#### Data records:
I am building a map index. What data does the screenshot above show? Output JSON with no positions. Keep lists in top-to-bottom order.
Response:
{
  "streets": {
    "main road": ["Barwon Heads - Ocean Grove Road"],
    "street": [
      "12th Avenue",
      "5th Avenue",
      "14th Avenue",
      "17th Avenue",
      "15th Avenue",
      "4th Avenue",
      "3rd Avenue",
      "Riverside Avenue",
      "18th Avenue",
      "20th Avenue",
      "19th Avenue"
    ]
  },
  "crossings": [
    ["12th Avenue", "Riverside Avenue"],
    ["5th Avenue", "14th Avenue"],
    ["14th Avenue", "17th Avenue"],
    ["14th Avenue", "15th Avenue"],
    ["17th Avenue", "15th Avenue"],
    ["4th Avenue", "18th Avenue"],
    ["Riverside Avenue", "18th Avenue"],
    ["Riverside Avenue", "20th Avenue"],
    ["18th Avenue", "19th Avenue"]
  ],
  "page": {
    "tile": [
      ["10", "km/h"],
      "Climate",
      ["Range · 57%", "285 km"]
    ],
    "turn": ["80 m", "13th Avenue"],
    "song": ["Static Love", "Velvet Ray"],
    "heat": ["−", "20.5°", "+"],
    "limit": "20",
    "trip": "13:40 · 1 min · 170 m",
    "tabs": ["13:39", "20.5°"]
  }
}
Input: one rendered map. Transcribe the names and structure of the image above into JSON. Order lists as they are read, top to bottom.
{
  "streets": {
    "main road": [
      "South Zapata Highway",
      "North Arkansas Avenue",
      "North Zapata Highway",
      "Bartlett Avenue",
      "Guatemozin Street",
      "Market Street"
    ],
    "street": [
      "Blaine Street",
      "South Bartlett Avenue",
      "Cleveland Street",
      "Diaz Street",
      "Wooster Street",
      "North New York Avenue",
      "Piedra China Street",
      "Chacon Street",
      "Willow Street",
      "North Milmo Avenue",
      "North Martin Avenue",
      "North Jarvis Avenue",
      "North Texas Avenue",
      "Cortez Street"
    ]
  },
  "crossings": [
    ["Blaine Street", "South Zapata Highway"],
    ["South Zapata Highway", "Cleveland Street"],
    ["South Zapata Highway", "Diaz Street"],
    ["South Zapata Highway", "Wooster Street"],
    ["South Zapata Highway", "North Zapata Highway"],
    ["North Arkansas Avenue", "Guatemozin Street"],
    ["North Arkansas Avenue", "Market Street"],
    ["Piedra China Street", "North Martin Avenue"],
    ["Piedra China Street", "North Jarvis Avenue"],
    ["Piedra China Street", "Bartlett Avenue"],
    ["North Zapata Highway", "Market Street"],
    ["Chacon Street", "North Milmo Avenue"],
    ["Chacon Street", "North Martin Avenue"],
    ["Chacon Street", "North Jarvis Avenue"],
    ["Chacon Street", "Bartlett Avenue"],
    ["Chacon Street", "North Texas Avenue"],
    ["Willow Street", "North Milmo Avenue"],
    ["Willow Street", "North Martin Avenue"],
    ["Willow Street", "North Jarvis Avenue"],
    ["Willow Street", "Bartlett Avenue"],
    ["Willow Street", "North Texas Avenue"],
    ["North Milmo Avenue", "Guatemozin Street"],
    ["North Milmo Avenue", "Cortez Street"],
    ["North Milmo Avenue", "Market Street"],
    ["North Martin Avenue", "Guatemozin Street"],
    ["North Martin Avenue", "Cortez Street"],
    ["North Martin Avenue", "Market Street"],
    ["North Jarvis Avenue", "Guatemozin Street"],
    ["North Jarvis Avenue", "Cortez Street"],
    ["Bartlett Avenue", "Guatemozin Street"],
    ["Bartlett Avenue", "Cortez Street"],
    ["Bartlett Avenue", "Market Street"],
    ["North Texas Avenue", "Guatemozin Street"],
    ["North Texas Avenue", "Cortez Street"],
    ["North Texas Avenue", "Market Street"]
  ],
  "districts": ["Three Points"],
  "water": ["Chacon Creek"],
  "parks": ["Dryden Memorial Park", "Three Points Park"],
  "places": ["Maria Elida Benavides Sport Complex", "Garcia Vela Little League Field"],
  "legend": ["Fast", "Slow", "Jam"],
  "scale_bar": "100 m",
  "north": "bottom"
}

#### Work instruction:
The exact wording of every entry above should be written out again.

#### Written response:
I am building a map index. What data does the screenshot above show? Output JSON with no positions. Keep lists in top-to-bottom order.
Response:
{
  "streets": {
    "main road": ["Barwon Heads - Ocean Grove Road"],
    "street": [
      "12th Avenue",
      "5th Avenue",
      "14th Avenue",
      "17th Avenue",
      "15th Avenue",
      "4th Avenue",
      "3rd Avenue",
      "Riverside Avenue",
      "18th Avenue",
      "20th Avenue",
      "19th Avenue"
    ]
  },
  "crossings": [
    ["12th Avenue", "Riverside Avenue"],
    ["5th Avenue", "14th Avenue"],
    ["14th Avenue", "17th Avenue"],
    ["14th Avenue", "15th Avenue"],
    ["17th Avenue", "15th Avenue"],
    ["4th Avenue", "18th Avenue"],
    ["Riverside Avenue", "18th Avenue"],
    ["Riverside Avenue", "20th Avenue"],
    ["18th Avenue", "19th Avenue"]
  ],
  "page": {
    "tile": [
      ["10", "km/h"],
      "Climate",
      ["Range · 57%", "285 km"]
    ],
    "turn": ["80 m", "13th Avenue"],
    "song": ["Static Love", "Velvet Ray"],
    "heat": ["−", "20.5°", "+"],
    "limit": "20",
    "trip": "13:40 · 1 min · 170 m",
    "tabs": ["13:39", "20.5°"]
  }
}
Input: one rendered map. Transcribe the names and structure of the image above into JSON. Order lists as they are read, top to bottom.
{
  "streets": {
    "main road": [
      "South Zapata Highway",
      "North Arkansas Avenue",
      "North Zapata Highway",
      "Bartlett Avenue",
      "Guatemozin Street",
      "Market Street"
    ],
    "street": [
      "Blaine Street",
      "South Bartlett Avenue",
      "Cleveland Street",
      "Diaz Street",
      "Wooster Street",
      "North New York Avenue",
      "Piedra China Street",
      "Chacon Street",
      "Willow Street",
      "North Milmo Avenue",
      "North Martin Avenue",
      "North Jarvis Avenue",
      "North Texas Avenue",
      "Cortez Street"
    ]
  },
  "crossings": [
    ["Blaine Street", "South Zapata Highway"],
    ["South Zapata Highway", "Cleveland Street"],
    ["South Zapata Highway", "Diaz Street"],
    ["South Zapata Highway", "Wooster Street"],
    ["South Zapata Highway", "North Zapata Highway"],
    ["North Arkansas Avenue", "Guatemozin Street"],
    ["North Arkansas Avenue", "Market Street"],
    ["Piedra China Street", "North Martin Avenue"],
    ["Piedra China Street", "North Jarvis Avenue"],
    ["Piedra China Street", "Bartlett Avenue"],
    ["North Zapata Highway", "Market Street"],
    ["Chacon Street", "North Milmo Avenue"],
    ["Chacon Street", "North Martin Avenue"],
    ["Chacon Street", "North Jarvis Avenue"],
    ["Chacon Street", "Bartlett Avenue"],
    ["Chacon Street", "North Texas Avenue"],
    ["Willow Street", "North Milmo Avenue"],
    ["Willow Street", "North Martin Avenue"],
    ["Willow Street", "North Jarvis Avenue"],
    ["Willow Street", "Bartlett Avenue"],
    ["Willow Street", "North Texas Avenue"],
    ["North Milmo Avenue", "Guatemozin Street"],
    ["North Milmo Avenue", "Cortez Street"],
    ["North Milmo Avenue", "Market Street"],
    ["North Martin Avenue", "Guatemozin Street"],
    ["North Martin Avenue", "Cortez Street"],
    ["North Martin Avenue", "Market Street"],
    ["North Jarvis Avenue", "Guatemozin Street"],
    ["North Jarvis Avenue", "Cortez Street"],
    ["Bartlett Avenue", "Guatemozin Street"],
    ["Bartlett Avenue", "Cortez Street"],
    ["Bartlett Avenue", "Market Street"],
    ["North Texas Avenue", "Guatemozin Street"],
    ["North Texas Avenue", "Cortez Street"],
    ["North Texas Avenue", "Market Street"]
  ],
  "districts": ["Three Points"],
  "water": ["Chacon Creek"],
  "parks": ["Dryden Memorial Park", "Three Points Park"],
  "places": ["Maria Elida Benavides Sport Complex", "Garcia Vela Little League Field"],
  "legend": ["Fast", "Slow", "Jam"],
  "scale_bar": "100 m",
  "north": "bottom"
}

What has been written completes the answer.